This can happen when you have AES256 encryption enabled an you recently upgraded java. Upgrading java will overwrite the JCE policy files which include support for AES256 encryption. To fix this simply re-install your JCE policy jars back into "/usr/java/default/jre/lib/security/“ or the JAVA_HOME in your hadoop-env.sh file on each node.
Get the right JCE files: For JDK 8 use http://www.oracle.com/technetwork/java/javase/downloads/jce8-download-2133166.html. For JDK 7 use http://www.oracle.com/technetwork/java/javase/downloads/jce-7-download-432124.html

Note:

Any JDK version 1.7 update 80 or later and 1.8 update 60 or earlier are known to be having problem with processing Kerberos TGT tickets.

----------------------------------------------------------------

Unknown Password or Unable to Obtain Password for User Error Upon Restarting Hadoop Services

Assuming you can kinit successfully, and can see the ticket cached in the klist, this error occurs for one of several reasons:

IP address in /etc/hosts and IP address for hostname are different
The kerberos prinicipal setting in hdfs-site.xml is wrong. Verify dfs.namenode.kerberos and dfs.datanode.kerberos properties.
Wrong file ownerships and/or permissions on /etc/security/keytabs directory. The problem is that the keytabs were created and owned by local hdfs, hbase, and ambari-qa owners. However these uids are different from the uids of the corresponding Active Directory Users. The files need to be owned by the Active Directories UIDs.

Resolution

Archive and Clear out all logs. For Teradata these are in /var/opt/teradata/log/hadoop/hdfs and /var/opt/teradata/log/hbase. Normally logs are located in /var/log/hadoop-hdfs. The reason being is that the logs would have been created using the local UIDs which would create a problem.
Perform a ls -l on the /etc/security/keytabs directory. Make note of which keytabs are owned by hdfs, hbase, and ambari-qa
Then perform ls -n on /etc/security/keytabs. Make note of the UIDs for hdfs, hbase and ambari-qa.
Take a look at the /etc/passwd file also and note the UIDs for hdfs, hbase, and ambari-qa.
Next perform a touch on a test file. Name it testuid.
Perform a chown hdfs testuid. Note the uid. Do a chown for hbase, and ambari0qa. It would be different from the ones found in /etc/security/keytabs. These are the AD UIDs.
Go back to /etc/security/keytabs
Perform a chown <AD-UID> <keytab>, that is, use the new AD UID found for each of hdfs, hbase, and ambari-qa.
Then perform ls -n on /etc/security/keytabs. Make sure the new AD UIDs for hdfs, hbase and ambari-qa are reflected in the keytabs.
Ensure that your kinits work for hbase, hdfs and amabri-qa e.g. /usr/share/centrifydc/kerberos/bin/kinit -kt /etc/security/keytabs/hdfs.headless.keytab hdfs@EXAMPLE.COM

Further Resolution

If the services and components do not restart you need to change the permissions on all files owned by hdfs, hbase and ambari-qa on the ENTIRE cluster.
Modify and run this script(changing the appropriate uids for hdfs, hbase and ambari-qa). Be careful. It changes many files throughout the cluster.

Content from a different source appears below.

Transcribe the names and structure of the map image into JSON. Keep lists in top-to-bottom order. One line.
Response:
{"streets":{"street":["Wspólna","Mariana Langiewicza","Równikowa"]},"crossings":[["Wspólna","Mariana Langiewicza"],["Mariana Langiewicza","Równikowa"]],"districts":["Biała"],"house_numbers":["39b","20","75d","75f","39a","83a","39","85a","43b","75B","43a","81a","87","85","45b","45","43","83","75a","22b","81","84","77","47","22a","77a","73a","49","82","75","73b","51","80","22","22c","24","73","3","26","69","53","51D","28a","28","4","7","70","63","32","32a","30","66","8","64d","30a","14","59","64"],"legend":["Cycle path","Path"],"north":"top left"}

----------------------------------------------------------------

Second Instances of WebHCat and Oozie fails after Kerberos is enabled

Failures occur when two WebHCat servers or two Oozie servers is deployed with Kerberos....

The issue occurs when in Ambari, you use _HOST as the domain name in the WebHCat and Oozie configs for principals since they DO NOT get substituted appropriately when each service starts. An of this example would be using HTTP/_HOST@EXAMPLE.COM or oozie/_HOST@EXAMPLE.COM as principals. Normally this is appropriate since if WebHcat server runs on node 1, this should translate to HTTP/node1.example.com@EXAMPLE.COM or on node 2 to HTTP/node2.example.com@EXAMPLE.COM. Unfortunately this is a bug, as the substitution does not occur.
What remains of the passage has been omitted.